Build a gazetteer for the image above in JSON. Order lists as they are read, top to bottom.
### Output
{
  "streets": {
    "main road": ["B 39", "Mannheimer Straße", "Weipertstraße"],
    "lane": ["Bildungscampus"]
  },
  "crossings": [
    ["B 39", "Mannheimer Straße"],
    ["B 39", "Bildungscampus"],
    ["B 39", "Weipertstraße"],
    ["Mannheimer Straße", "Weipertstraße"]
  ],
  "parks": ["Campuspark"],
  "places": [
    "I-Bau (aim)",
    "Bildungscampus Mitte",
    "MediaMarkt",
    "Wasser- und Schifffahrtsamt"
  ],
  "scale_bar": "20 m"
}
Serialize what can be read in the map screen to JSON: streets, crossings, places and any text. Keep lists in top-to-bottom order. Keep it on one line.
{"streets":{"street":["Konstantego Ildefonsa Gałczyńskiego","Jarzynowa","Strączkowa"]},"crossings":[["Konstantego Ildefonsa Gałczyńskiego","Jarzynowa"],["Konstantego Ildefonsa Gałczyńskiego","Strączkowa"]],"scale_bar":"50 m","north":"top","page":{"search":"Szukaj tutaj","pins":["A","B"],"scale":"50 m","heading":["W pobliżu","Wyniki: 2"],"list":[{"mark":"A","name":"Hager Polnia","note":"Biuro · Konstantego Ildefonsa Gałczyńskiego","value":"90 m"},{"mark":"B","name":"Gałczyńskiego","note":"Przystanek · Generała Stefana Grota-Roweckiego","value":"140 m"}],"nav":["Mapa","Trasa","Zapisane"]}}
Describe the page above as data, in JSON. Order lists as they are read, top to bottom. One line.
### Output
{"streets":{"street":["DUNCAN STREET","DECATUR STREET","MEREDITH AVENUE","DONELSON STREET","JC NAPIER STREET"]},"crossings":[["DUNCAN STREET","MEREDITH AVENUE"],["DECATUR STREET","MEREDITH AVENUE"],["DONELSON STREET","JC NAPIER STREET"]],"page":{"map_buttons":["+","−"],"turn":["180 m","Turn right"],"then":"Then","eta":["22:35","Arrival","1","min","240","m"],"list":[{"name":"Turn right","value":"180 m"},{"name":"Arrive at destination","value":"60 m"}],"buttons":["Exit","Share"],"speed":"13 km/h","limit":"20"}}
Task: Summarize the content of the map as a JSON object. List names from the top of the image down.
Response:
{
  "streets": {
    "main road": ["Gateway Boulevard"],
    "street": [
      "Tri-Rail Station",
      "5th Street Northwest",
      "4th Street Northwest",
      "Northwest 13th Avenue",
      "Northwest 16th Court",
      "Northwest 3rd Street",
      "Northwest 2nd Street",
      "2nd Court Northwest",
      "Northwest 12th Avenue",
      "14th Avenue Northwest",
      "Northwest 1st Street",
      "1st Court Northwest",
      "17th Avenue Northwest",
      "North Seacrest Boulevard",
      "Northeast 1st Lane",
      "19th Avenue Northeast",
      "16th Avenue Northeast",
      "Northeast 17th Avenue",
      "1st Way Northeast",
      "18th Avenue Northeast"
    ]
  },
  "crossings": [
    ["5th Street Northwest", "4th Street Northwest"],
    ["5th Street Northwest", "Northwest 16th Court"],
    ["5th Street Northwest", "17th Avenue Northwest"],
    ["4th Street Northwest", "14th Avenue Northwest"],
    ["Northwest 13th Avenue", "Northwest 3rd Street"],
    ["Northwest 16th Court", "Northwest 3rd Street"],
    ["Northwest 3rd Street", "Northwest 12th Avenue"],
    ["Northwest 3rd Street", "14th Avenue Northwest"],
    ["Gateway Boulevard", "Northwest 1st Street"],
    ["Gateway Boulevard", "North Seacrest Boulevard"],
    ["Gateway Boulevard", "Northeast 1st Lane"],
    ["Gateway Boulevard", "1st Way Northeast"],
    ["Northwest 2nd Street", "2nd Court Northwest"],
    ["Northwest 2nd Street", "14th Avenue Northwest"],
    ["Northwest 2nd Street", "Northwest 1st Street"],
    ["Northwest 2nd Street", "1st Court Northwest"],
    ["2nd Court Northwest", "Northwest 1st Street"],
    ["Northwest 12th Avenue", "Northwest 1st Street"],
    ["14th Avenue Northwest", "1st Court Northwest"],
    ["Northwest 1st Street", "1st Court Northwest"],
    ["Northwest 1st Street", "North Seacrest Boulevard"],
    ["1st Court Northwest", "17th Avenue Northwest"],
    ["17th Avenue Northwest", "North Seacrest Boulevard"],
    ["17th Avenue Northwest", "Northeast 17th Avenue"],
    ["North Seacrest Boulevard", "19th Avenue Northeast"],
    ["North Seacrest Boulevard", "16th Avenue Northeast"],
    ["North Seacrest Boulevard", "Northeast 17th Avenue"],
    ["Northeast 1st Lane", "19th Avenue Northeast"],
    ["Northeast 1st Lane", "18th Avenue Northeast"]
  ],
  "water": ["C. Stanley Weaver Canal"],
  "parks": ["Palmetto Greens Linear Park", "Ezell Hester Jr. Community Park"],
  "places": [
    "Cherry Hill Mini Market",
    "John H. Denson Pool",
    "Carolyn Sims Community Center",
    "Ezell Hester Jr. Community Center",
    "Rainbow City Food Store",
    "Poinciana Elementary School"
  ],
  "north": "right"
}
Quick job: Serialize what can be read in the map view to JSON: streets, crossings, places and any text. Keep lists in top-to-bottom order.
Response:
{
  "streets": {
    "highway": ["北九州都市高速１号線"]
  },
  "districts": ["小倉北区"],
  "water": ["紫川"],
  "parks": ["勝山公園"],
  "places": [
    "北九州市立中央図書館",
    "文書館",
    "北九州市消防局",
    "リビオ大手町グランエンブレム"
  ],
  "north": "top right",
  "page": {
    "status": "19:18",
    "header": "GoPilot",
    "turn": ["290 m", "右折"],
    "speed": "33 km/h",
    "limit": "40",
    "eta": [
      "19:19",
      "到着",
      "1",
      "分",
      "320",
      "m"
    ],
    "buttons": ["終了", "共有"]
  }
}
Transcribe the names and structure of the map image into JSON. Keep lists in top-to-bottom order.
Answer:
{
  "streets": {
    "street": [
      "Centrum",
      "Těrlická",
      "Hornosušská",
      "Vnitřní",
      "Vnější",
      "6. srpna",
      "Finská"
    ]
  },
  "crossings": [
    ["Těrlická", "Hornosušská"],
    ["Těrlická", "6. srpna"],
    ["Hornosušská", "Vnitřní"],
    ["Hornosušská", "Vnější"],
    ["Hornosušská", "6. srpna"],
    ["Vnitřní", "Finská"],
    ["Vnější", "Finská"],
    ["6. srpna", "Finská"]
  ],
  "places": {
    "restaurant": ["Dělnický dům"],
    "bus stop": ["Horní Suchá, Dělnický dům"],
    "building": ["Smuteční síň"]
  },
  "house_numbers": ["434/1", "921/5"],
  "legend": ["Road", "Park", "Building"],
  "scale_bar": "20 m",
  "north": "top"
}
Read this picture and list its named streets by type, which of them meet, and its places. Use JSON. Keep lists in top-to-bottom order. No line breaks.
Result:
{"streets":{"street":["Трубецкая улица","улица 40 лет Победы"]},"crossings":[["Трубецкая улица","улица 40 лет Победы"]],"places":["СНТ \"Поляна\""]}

........

Task statement: Return the material exactly as it stands.

Solution for this problem:
Build a gazetteer for the image above in JSON. Order lists as they are read, top to bottom.
### Output
{
  "streets": {
    "main road": ["B 39", "Mannheimer Straße", "Weipertstraße"],
    "lane": ["Bildungscampus"]
  },
  "crossings": [
    ["B 39", "Mannheimer Straße"],
    ["B 39", "Bildungscampus"],
    ["B 39", "Weipertstraße"],
    ["Mannheimer Straße", "Weipertstraße"]
  ],
  "parks": ["Campuspark"],
  "places": [
    "I-Bau (aim)",
    "Bildungscampus Mitte",
    "MediaMarkt",
    "Wasser- und Schifffahrtsamt"
  ],
  "scale_bar": "20 m"
}
Serialize what can be read in the map screen to JSON: streets, crossings, places and any text. Keep lists in top-to-bottom order. Keep it on one line.
{"streets":{"street":["Konstantego Ildefonsa Gałczyńskiego","Jarzynowa","Strączkowa"]},"crossings":[["Konstantego Ildefonsa Gałczyńskiego","Jarzynowa"],["Konstantego Ildefonsa Gałczyńskiego","Strączkowa"]],"scale_bar":"50 m","north":"top","page":{"search":"Szukaj tutaj","pins":["A","B"],"scale":"50 m","heading":["W pobliżu","Wyniki: 2"],"list":[{"mark":"A","name":"Hager Polnia","note":"Biuro · Konstantego Ildefonsa Gałczyńskiego","value":"90 m"},{"mark":"B","name":"Gałczyńskiego","note":"Przystanek · Generała Stefana Grota-Roweckiego","value":"140 m"}],"nav":["Mapa","Trasa","Zapisane"]}}
Describe the page above as data, in JSON. Order lists as they are read, top to bottom. One line.
### Output
{"streets":{"street":["DUNCAN STREET","DECATUR STREET","MEREDITH AVENUE","DONELSON STREET","JC NAPIER STREET"]},"crossings":[["DUNCAN STREET","MEREDITH AVENUE"],["DECATUR STREET","MEREDITH AVENUE"],["DONELSON STREET","JC NAPIER STREET"]],"page":{"map_buttons":["+","−"],"turn":["180 m","Turn right"],"then":"Then","eta":["22:35","Arrival","1","min","240","m"],"list":[{"name":"Turn right","value":"180 m"},{"name":"Arrive at destination","value":"60 m"}],"buttons":["Exit","Share"],"speed":"13 km/h","limit":"20"}}
Task: Summarize the content of the map as a JSON object. List names from the top of the image down.
Response:
{
  "streets": {
    "main road": ["Gateway Boulevard"],
    "street": [
      "Tri-Rail Station",
      "5th Street Northwest",
      "4th Street Northwest",
      "Northwest 13th Avenue",
      "Northwest 16th Court",
      "Northwest 3rd Street",
      "Northwest 2nd Street",
      "2nd Court Northwest",
      "Northwest 12th Avenue",
      "14th Avenue Northwest",
      "Northwest 1st Street",
      "1st Court Northwest",
      "17th Avenue Northwest",
      "North Seacrest Boulevard",
      "Northeast 1st Lane",
      "19th Avenue Northeast",
      "16th Avenue Northeast",
      "Northeast 17th Avenue",
      "1st Way Northeast",
      "18th Avenue Northeast"
    ]
  },
  "crossings": [
    ["5th Street Northwest", "4th Street Northwest"],
    ["5th Street Northwest", "Northwest 16th Court"],
    ["5th Street Northwest", "17th Avenue Northwest"],
    ["4th Street Northwest", "14th Avenue Northwest"],
    ["Northwest 13th Avenue", "Northwest 3rd Street"],
    ["Northwest 16th Court", "Northwest 3rd Street"],
    ["Northwest 3rd Street", "Northwest 12th Avenue"],
    ["Northwest 3rd Street", "14th Avenue Northwest"],
    ["Gateway Boulevard", "Northwest 1st Street"],
    ["Gateway Boulevard", "North Seacrest Boulevard"],
    ["Gateway Boulevard", "Northeast 1st Lane"],
    ["Gateway Boulevard", "1st Way Northeast"],
    ["Northwest 2nd Street", "2nd Court Northwest"],
    ["Northwest 2nd Street", "14th Avenue Northwest"],
    ["Northwest 2nd Street", "Northwest 1st Street"],
    ["Northwest 2nd Street", "1st Court Northwest"],
    ["2nd Court Northwest", "Northwest 1st Street"],
    ["Northwest 12th Avenue", "Northwest 1st Street"],
    ["14th Avenue Northwest", "1st Court Northwest"],
    ["Northwest 1st Street", "1st Court Northwest"],
    ["Northwest 1st Street", "North Seacrest Boulevard"],
    ["1st Court Northwest", "17th Avenue Northwest"],
    ["17th Avenue Northwest", "North Seacrest Boulevard"],
    ["17th Avenue Northwest", "Northeast 17th Avenue"],
    ["North Seacrest Boulevard", "19th Avenue Northeast"],
    ["North Seacrest Boulevard", "16th Avenue Northeast"],
    ["North Seacrest Boulevard", "Northeast 17th Avenue"],
    ["Northeast 1st Lane", "19th Avenue Northeast"],
    ["Northeast 1st Lane", "18th Avenue Northeast"]
  ],
  "water": ["C. Stanley Weaver Canal"],
  "parks": ["Palmetto Greens Linear Park", "Ezell Hester Jr. Community Park"],
  "places": [
    "Cherry Hill Mini Market",
    "John H. Denson Pool",
    "Carolyn Sims Community Center",
    "Ezell Hester Jr. Community Center",
    "Rainbow City Food Store",
    "Poinciana Elementary School"
  ],
  "north": "right"
}
Quick job: Serialize what can be read in the map view to JSON: streets, crossings, places and any text. Keep lists in top-to-bottom order.
Response:
{
  "streets": {
    "highway": ["北九州都市高速１号線"]
  },
  "districts": ["小倉北区"],
  "water": ["紫川"],
  "parks": ["勝山公園"],
  "places": [
    "北九州市立中央図書館",
    "文書館",
    "北九州市消防局",
    "リビオ大手町グランエンブレム"
  ],
  "north": "top right",
  "page": {
    "status": "19:18",
    "header": "GoPilot",
    "turn": ["290 m", "右折"],
    "speed": "33 km/h",
    "limit": "40",
    "eta": [
      "19:19",
      "到着",
      "1",
      "分",
      "320",
      "m"
    ],
    "buttons": ["終了", "共有"]
  }
}
Transcribe the names and structure of the map image into JSON. Keep lists in top-to-bottom order.
Answer:
{
  "streets": {
    "street": [
      "Centrum",
      "Těrlická",
      "Hornosušská",
      "Vnitřní",
      "Vnější",
      "6. srpna",
      "Finská"
    ]
  },
  "crossings": [
    ["Těrlická", "Hornosušská"],
    ["Těrlická", "6. srpna"],
    ["Hornosušská", "Vnitřní"],
    ["Hornosušská", "Vnější"],
    ["Hornosušská", "6. srpna"],
    ["Vnitřní", "Finská"],
    ["Vnější", "Finská"],
    ["6. srpna", "Finská"]
  ],
  "places": {
    "restaurant": ["Dělnický dům"],
    "bus stop": ["Horní Suchá, Dělnický dům"],
    "building": ["Smuteční síň"]
  },
  "house_numbers": ["434/1", "921/5"],
  "legend": ["Road", "Park", "Building"],
  "scale_bar": "20 m",
  "north": "top"
}
Read this picture and list its named streets by type, which of them meet, and its places. Use JSON. Keep lists in top-to-bottom order. No line breaks.
Result:
{"streets":{"street":["Трубецкая улица","улица 40 лет Победы"]},"crossings":[["Трубецкая улица","улица 40 лет Победы"]],"places":["СНТ \"Поляна\""]}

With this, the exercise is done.